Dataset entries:
►

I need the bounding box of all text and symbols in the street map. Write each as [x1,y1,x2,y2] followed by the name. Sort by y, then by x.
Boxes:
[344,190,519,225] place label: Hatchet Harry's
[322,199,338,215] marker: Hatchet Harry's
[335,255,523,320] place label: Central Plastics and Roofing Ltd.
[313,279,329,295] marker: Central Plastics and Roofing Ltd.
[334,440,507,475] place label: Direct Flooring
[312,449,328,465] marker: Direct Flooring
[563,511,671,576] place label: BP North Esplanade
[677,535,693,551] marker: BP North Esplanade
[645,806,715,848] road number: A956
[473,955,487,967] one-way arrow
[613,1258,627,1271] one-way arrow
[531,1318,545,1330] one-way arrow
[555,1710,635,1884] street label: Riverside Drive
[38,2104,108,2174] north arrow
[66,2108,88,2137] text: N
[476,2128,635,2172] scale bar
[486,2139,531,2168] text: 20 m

◄

> WHAT IS BEING ASKED
From the first line through the last, give the data above again exactly.

> RESPONSE TO THIS TASK
I need the bounding box of all text and symbols in the street map. Write each as [x1,y1,x2,y2] followed by the name. Sort by y, then by x.
Boxes:
[344,190,519,225] place label: Hatchet Harry's
[322,199,338,215] marker: Hatchet Harry's
[335,255,523,320] place label: Central Plastics and Roofing Ltd.
[313,279,329,295] marker: Central Plastics and Roofing Ltd.
[334,440,507,475] place label: Direct Flooring
[312,449,328,465] marker: Direct Flooring
[563,511,671,576] place label: BP North Esplanade
[677,535,693,551] marker: BP North Esplanade
[645,806,715,848] road number: A956
[473,955,487,967] one-way arrow
[613,1258,627,1271] one-way arrow
[531,1318,545,1330] one-way arrow
[555,1710,635,1884] street label: Riverside Drive
[38,2104,108,2174] north arrow
[66,2108,88,2137] text: N
[476,2128,635,2172] scale bar
[486,2139,531,2168] text: 20 m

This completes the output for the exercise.